I grow my highlanders outside. They experience lows in the upper 30's to 40's during winter and 50's during the summer nights. Highs range from the upper 50's to low 60's in winter to 70's and occasional 80's during the day. Low 90's have happened but that is rare for me. Although highlanders don't seem to like temperatures in the 90's, they can tolerate them in short intervals provided there's ample humidity. I've had them go 4 to 5 days in the 90's in full sun without any problem. For me, it's the winter temperatures in the upper 30's combined with day temperatures in the 50's that stress my plants out the most. My Nepenthes will tolerate low temps into the 30's as long as the day can warm up a bit. Long exposure, lower light levels, and being kept too wet during this time leads to rot and that's when I lose them.
Intermediates are easier for me to grow than lowlanders outdoors, but can also be a bit tricky. Most intermediate hybrids will tolerate my winters into the mid 40's to low 50's without damage. They do slow down until the weather warms up.
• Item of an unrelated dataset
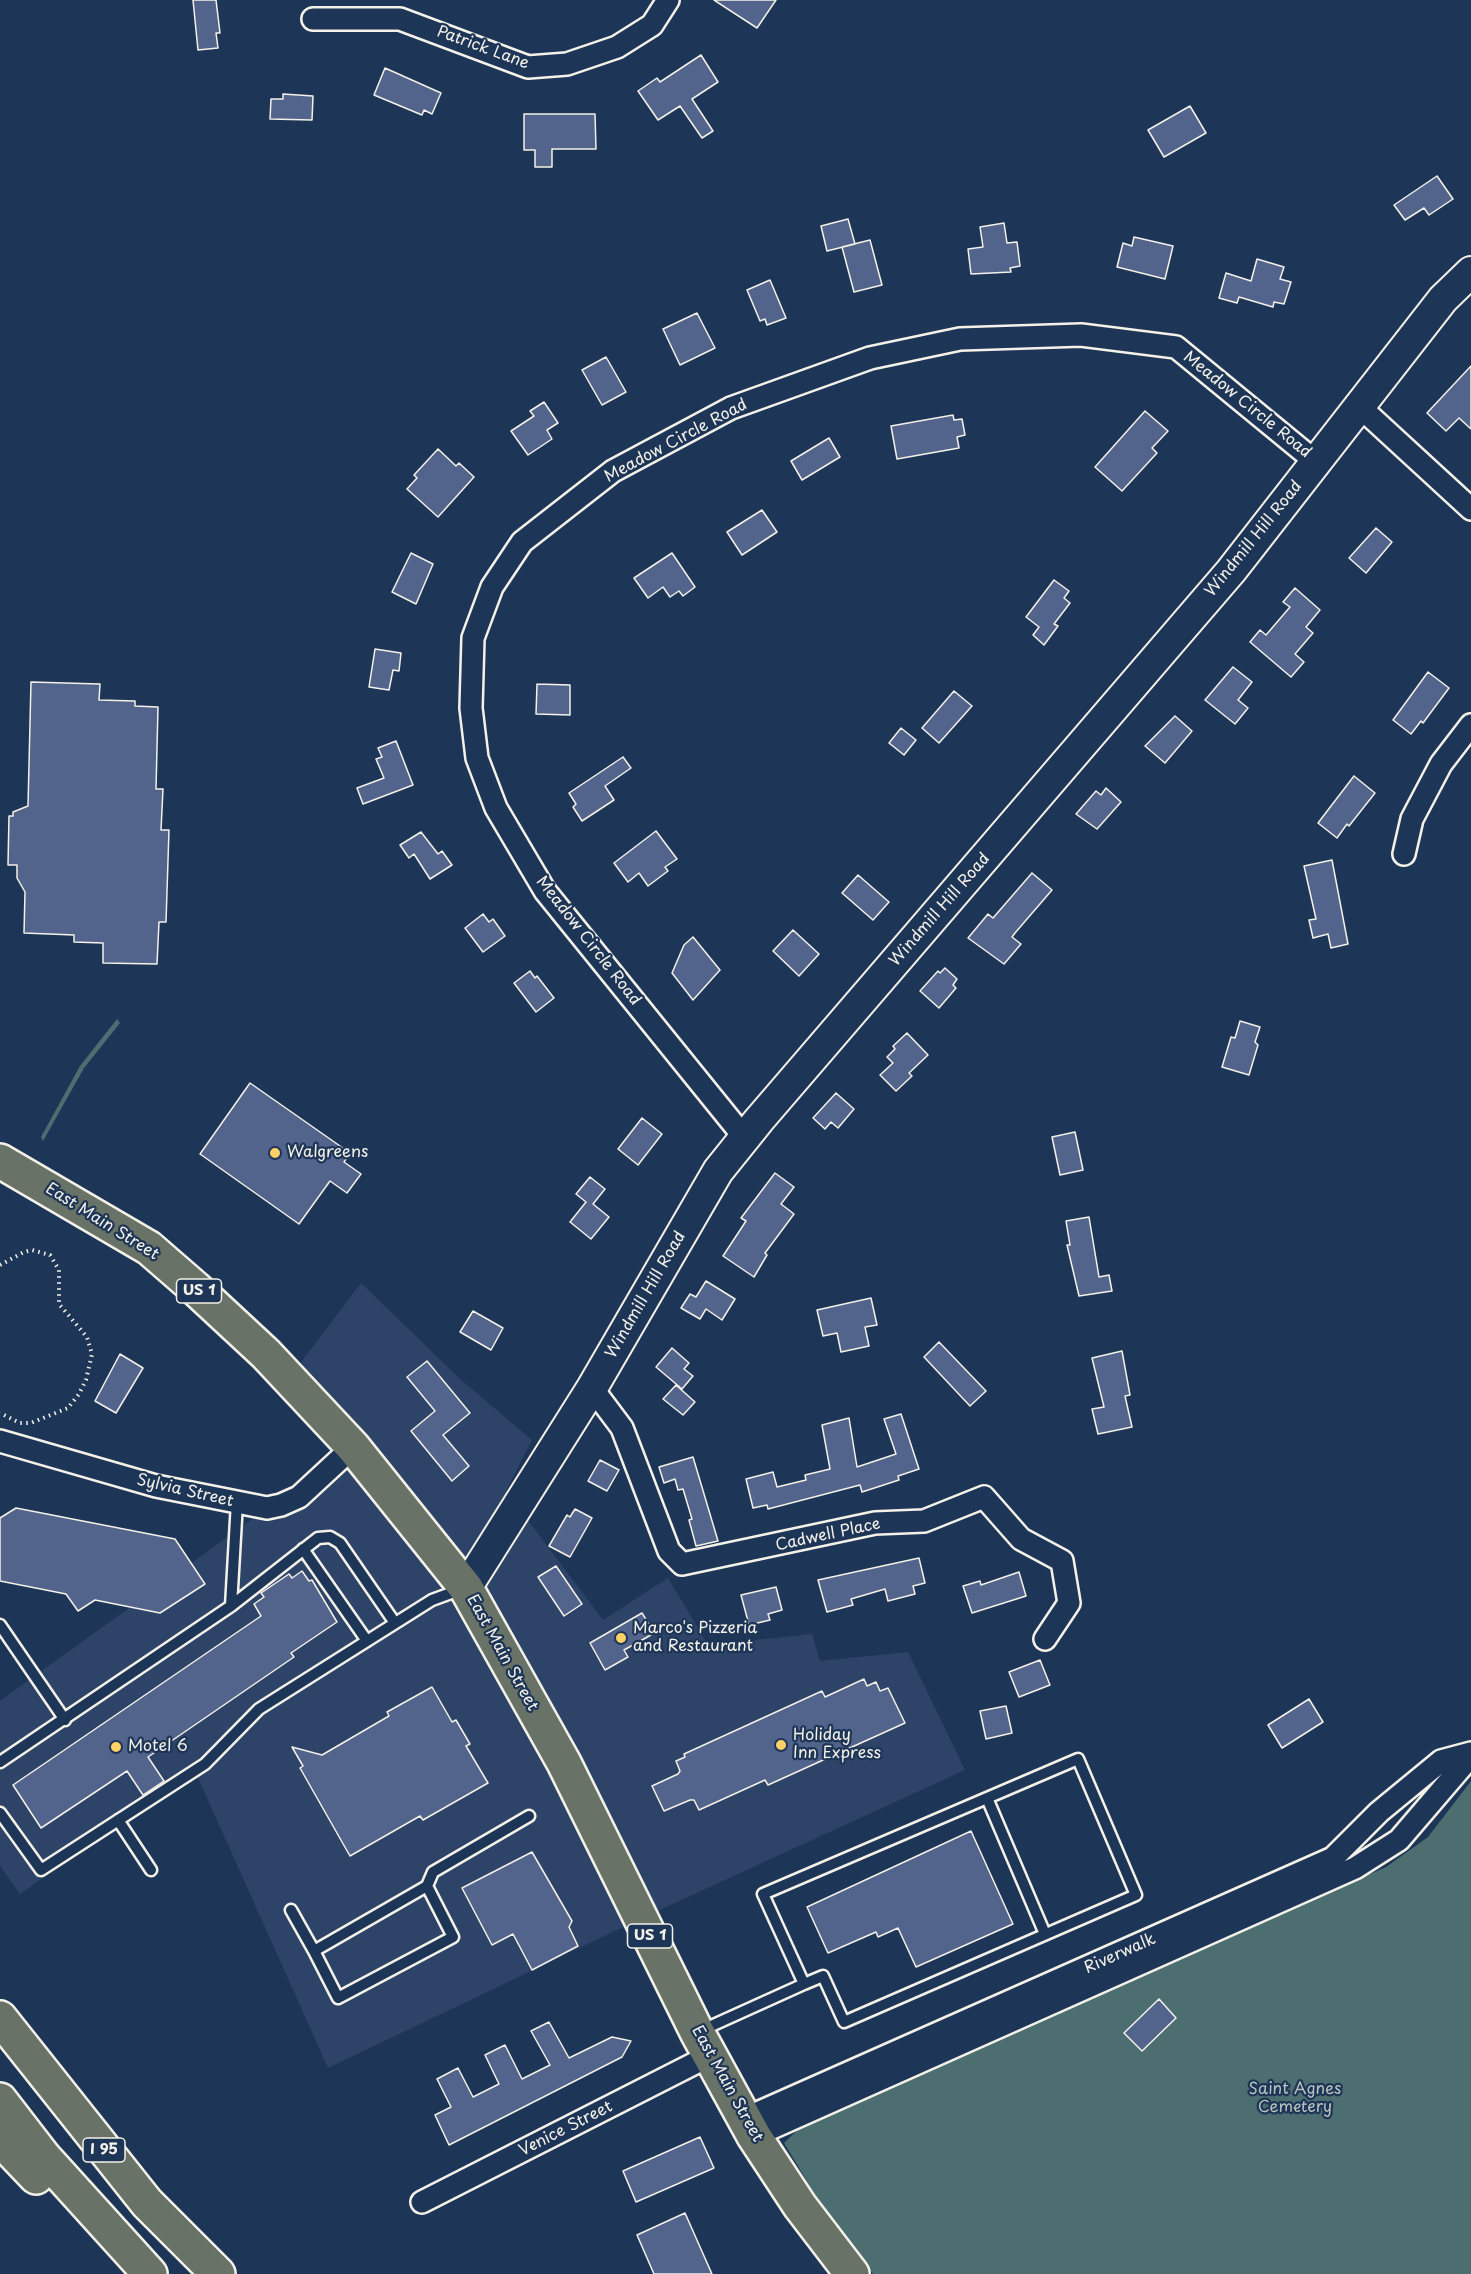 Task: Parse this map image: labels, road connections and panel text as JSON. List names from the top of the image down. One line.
{"streets":{"main road":["East Main Street","US 1","I 95"],"street":["Patrick Lane","Meadow Circle Road","Windmill Hill Road","Sylvia Street","Cadwell Place","Riverwalk","Venice Street"]},"crossings":[["Meadow Circle Road","Windmill Hill Road"],["Windmill Hill Road","East Main Street"],["Windmill Hill Road","Cadwell Place"],["East Main Street","Sylvia Street"],["East Main Street","Riverwalk"],["East Main Street","Venice Street"]],"parks":["Saint Agnes Cemetery"],"places":["Walgreens","Marco's Pizzeria and Restaurant","Holiday Inn Express","Motel 6"]}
It also helps if the days are warm. A warm day can offset a cold night without too much ill-effect. But in December and January when nights stay in the upper 30's to low 40's and the days in the upper 50's to low 60's my intermediates will stress. Growth ceases and leaf edges will brown. Many times the growth tip will stop growing all together. Then when spring comes the new growth tip emerges from the old one. Low temperatures in hybrids reflect the female parentage more than the male. When I see intermediate hybrids listed as intermediates, I look to see what the female parent is and that helps me determine if I can grow it on the cooler side. Intermediates make good choices for growing indoors as houseplants or "windowsill" Nepenthes. They don't need the hot humid temperatures of a lowlander or the night time temperature drops of highlanders. Many Exotica Plants intermediate hybrids make excellent choices to experiment with indoors.
When it comes to lowlanders, they just don't do well as houseplants. Some tolerate windowsills when small and will pitcher for a while. But as they get larger, they need the warm, humid temperatures for proper pitchering. Nepenthes like N. bicalcarata and N. ampullaria will hang in there when small but eventually stop pitchering and look awful. Thick leaved lowlanders like N. truncata and N. clipeata can adapt to growing as houseplants but do much better as typical lowlanders. Hybrid lowlanders where one of the parents is an intermediate could do well as an indoor Nepenthes given the other needs are met. Now I grow my lowlanders on racks covered with a clear plastic covering. I got it as an indoor greenhouse and mounted fluorescent tubes inside for light. The plants are doing well and seems a viable alternative to greenhouse or terrarium growing. Having the fluorescent fixtures inside the enclosure adds heat from the transformers that the lowlanders enjoy. They also get some sun coming through the window and that is an added bonus. It just comes down to experimentation with the lowlanders indoors. I've tried a lot of them with some success and others not so much.
Trying to grow highlanders in typical lowland warm temperatures usually burns the plants out over time. I've heard from other growers that they can maintain some highlanders for a while, but then after a summer or two the leaves stop growing and eventually the plant dies. It's the reverse for me with lowlanders in highland conditions. Some of them will do well during the warmer months but come winter, they stop growing and sit there. They may survive one winter and come back in spring, but usually die out by the next winter. So growing your Nepenthes in their preferred temperature zone does make a difference.